Choose a directory to install the R tree (R is not just a binary, but has additional data sets, help files, font metrics etc). Let us call this place R_HOME. Untar the source code. This should create directories src, doc, and several more under a top-level directory: change to that top-level directory (At this point North American readers should consult Setting paper size.)

Issue the following commands:

                ./configure
                make
                

(See Using make if your make is not called 'make'.)

Users of Debian-based 64-bit systems may need

                ./configure LIBnn=lib
                make
                

Then check the built system works correctly by

                make check
                

Failures are not necessarily problems as they might be caused by missing functionality, but you should look carefully at any reported discrepancies. (Some non-fatal errors are expected in locales that do not support Latin-1, in particular in true C locales and non-UTF-8 non-Western-European locales.) A failure in tests/ok-errors. R may indicate inadequate resource limits (see Running R). More comprehensive testing can be done by

                make check-devel
                

or

                make check-all
                

See file tests/README. If the configure and make commands execute successfully, a shell-script front-end called R will be created and copied to R_HOME/bin. You can link or copy this script to a place where users can invoke it, for example to /usr/local/bin/R. You could also copy the man page R.1 to a place where your man reader finds it, such as /usr/local/man/man1.

If you want to install the complete R tree to, e.g., /usr/local/lib/R, see installation. Note: you do not need to install R: you can run it from where it was built. You do not necessarily have to build R in the top-level source directory (say, TOP_SRCDIR).

To build in BUILDDIR, run cd BUILDDIR TOP_SRCDIR/configure make and so on, as described further below. This has the advantage of always keeping your source tree clean and is particularly recommended when you work with a version of R from Subversion. (You may need GNU make to allow this, and you will need no spaces in the path to the build directory.)

Now rehash if necessary, type R, and read the R manuals and the R FAQ (files FAQ or doc/manual/R-FAQ.html, or http://CRAN.R-project.org/doc/FAQ/R-FAQ.html which always has the version for the latest release of R).


Before doing the above, however, one must also install dozens of other prerequisite packages, following a similar process for each one. This would include a compiler suite, GNU configure, possibly a make utility, and many math libraries on which R depends.

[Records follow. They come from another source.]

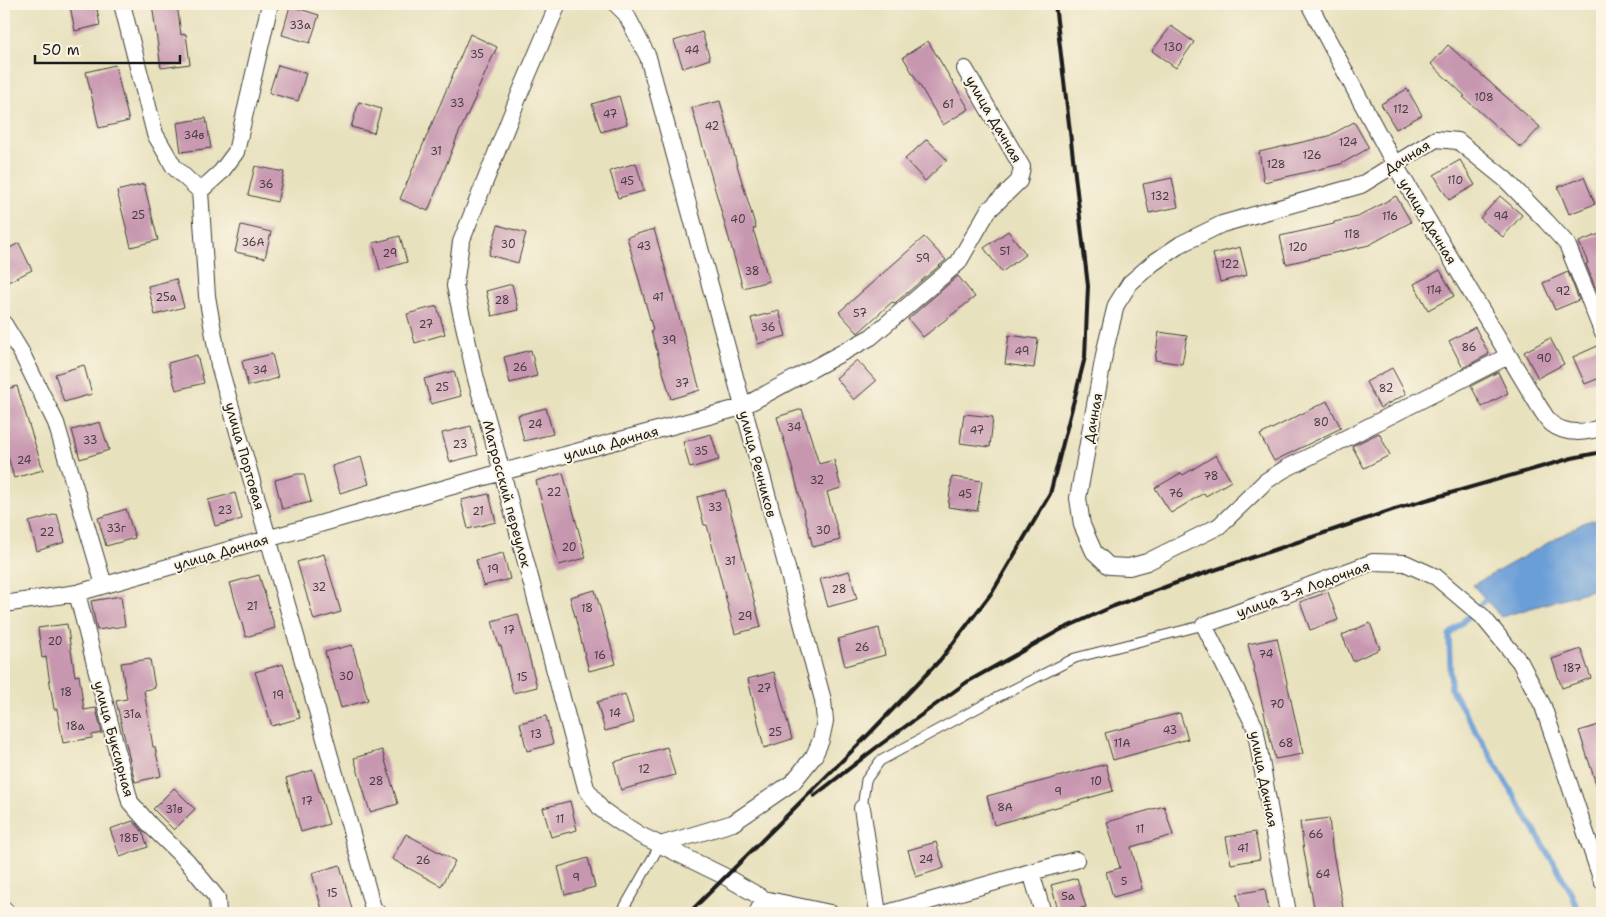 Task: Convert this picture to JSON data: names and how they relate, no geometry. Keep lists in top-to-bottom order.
{
  "streets": {
    "street": [
      "улица Дачная",
      "Дачная",
      "улица Портовая",
      "улица Речников",
      "Матросский переулок",
      "улица 3-я Лодочная",
      "улица Буксирная"
    ]
  },
  "crossings": [
    ["улица Дачная", "Дачная"],
    ["улица Дачная", "улица Портовая"],
    ["улица Дачная", "улица Речников"],
    ["улица Дачная", "Матросский переулок"],
    ["улица Дачная", "улица 3-я Лодочная"],
    ["улица Дачная", "улица Буксирная"],
    ["улица Речников", "Матросский переулок"]
  ],
  "house_numbers": [
    "33а",
    "130",
    "44",
    "35",
    "108",
    "33",
    "61",
    "112",
    "47",
    "42",
    "34в",
    "124",
    "31",
    "126",
    "128",
    "110",
    "45",
    "36",
    "132",
    "25",
    "116",
    "94",
    "40",
    "118",
    "36А",
    "30",
    "43",
    "120",
    "51",
    "29",
    "59",
    "122",
    "38",
    "114",
    "92",
    "25а",
    "41",
    "28",
    "57",
    "27",
    "36",
    "39",
    "86",
    "49",
    "90",
    "26",
    "34",
    "37",
    "25",
    "82",
    "80",
    "24",
    "34",
    "47",
    "33",
    "23",
    "35",
    "24",
    "78",
    "32",
    "22",
    "76",
    "45",
    "33",
    "23",
    "21",
    "33г",
    "30",
    "22",
    "20",
    "31",
    "19",
    "32",
    "28",
    "21",
    "18",
    "29",
    "17",
    "20",
    "26",
    "74",
    "16",
    "187",
    "30",
    "15",
    "27",
    "18",
    "19",
    "70",
    "14",
    "31а",
    "18а",
    "43",
    "25",
    "13",
    "11А",
    "68",
    "12",
    "28",
    "10",
    "9",
    "17",
    "8А",
    "31в",
    "11",
    "11",
    "66",
    "18Б",
    "41",
    "24",
    "26",
    "64",
    "9",
    "5",
    "15",
    "5а"
  ],
  "scale_bar": "50 m"
} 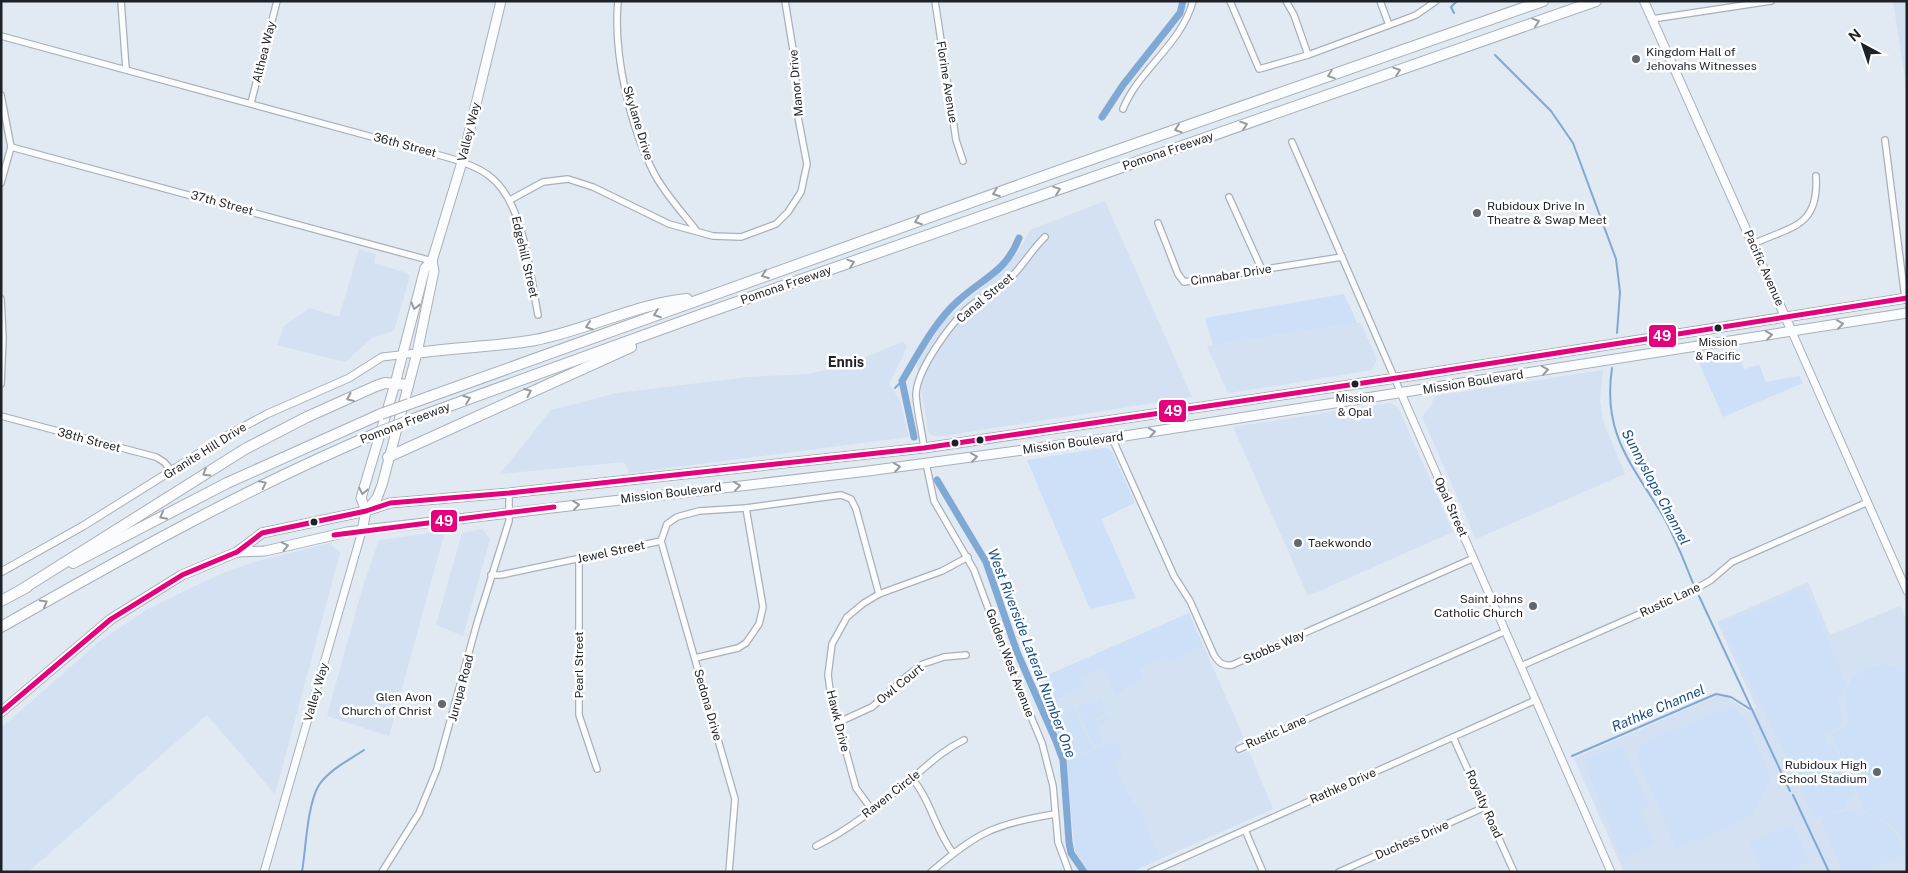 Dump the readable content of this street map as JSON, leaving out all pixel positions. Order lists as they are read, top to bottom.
{
  "streets": {
    "highway": ["Pomona Freeway"],
    "main road": ["Valley Way", "Pacific Avenue", "Mission Boulevard"],
    "street": [
      "Althea Way",
      "Florine Avenue",
      "Manor Drive",
      "Skylane Drive",
      "36th Street",
      "37th Street",
      "Edgehill Street",
      "Cinnabar Drive",
      "Canal Street",
      "38th Street",
      "Granite Hill Drive",
      "Opal Street",
      "Jewel Street",
      "Rustic Lane",
      "Stobbs Way",
      "Golden West Avenue",
      "Pearl Street",
      "Owl Court",
      "Jurupa Road",
      "Sedona Drive",
      "Hawk Drive",
      "Rathke Drive",
      "Raven Circle",
      "Royalty Road",
      "Duchess Drive"
    ]
  },
  "crossings": [
    ["Althea Way", "36th Street"],
    ["Manor Drive", "Skylane Drive"],
    ["Valley Way", "36th Street"],
    ["Valley Way", "37th Street"],
    ["Valley Way", "Mission Boulevard"],
    ["Valley Way", "Granite Hill Drive"],
    ["36th Street", "Edgehill Street"],
    ["Pacific Avenue", "Mission Boulevard"],
    ["Pacific Avenue", "Rustic Lane"],
    ["Cinnabar Drive", "Opal Street"],
    ["Canal Street", "Mission Boulevard"],
    ["Mission Boulevard", "Opal Street"],
    ["Mission Boulevard", "Stobbs Way"],
    ["Mission Boulevard", "Golden West Avenue"],
    ["Mission Boulevard", "Jurupa Road"],
    ["38th Street", "Granite Hill Drive"],
    ["Opal Street", "Rustic Lane"],
    ["Opal Street", "Stobbs Way"],
    ["Opal Street", "Rathke Drive"],
    ["Jewel Street", "Pearl Street"],
    ["Jewel Street", "Jurupa Road"],
    ["Jewel Street", "Sedona Drive"],
    ["Jewel Street", "Hawk Drive"],
    ["Golden West Avenue", "Hawk Drive"],
    ["Owl Court", "Hawk Drive"],
    ["Hawk Drive", "Raven Circle"],
    ["Rathke Drive", "Royalty Road"],
    ["Royalty Road", "Duchess Drive"]
  ],
  "districts": ["Ennis"],
  "water": ["Sunnyslope Channel", "West Riverside Lateral Number One", "Rathke Channel"],
  "places": [
    "Kingdom Hall of Jehovahs Witnesses",
    "Rubidoux Drive In Theatre & Swap Meet",
    "Mission & Pacific",
    "Mission & Opal",
    "Taekwondo",
    "Saint Johns Catholic Church",
    "Glen Avon Church of Christ",
    "Rubidoux High School Stadium"
  ],
  "lines": ["transit line 49"],
  "north": "top left"
}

If you can follow the instructions and all goes well, you may be done with all this in a day or two. More likely, you will struggle for weeks and ultimately give up. If you're not using the exact same version of the exact same operating system as the developers, instructions like these are unlikely to work. Since the developers of the software and all its prerequisites likely use a variety of operating systems, it's very unlikely that you'll get through any installation without running into problems that you're probably not qualified to solve.

How Not to Shoot Yourself in the Foot with Open Source Software

Lucky for you, there are thousands of nerds like me creating ports and packages of popular software. As a result, all of the pain described above can be avoided by simply choosing an operating system with a good package manager and learning how to use it. The current state of the most popular package managers can be found at https://repology.org/.

FreeBSD ports, for example, makes it possible to install any one of over 30,000 software packages over the Internet, usually in a matter of seconds. Instead of following the instructions above from the R developers, a FreeBSD user would simply run:

            pkg install R
            

This single command will automatically download and install R and all the necessary prerequisite packages required to run it.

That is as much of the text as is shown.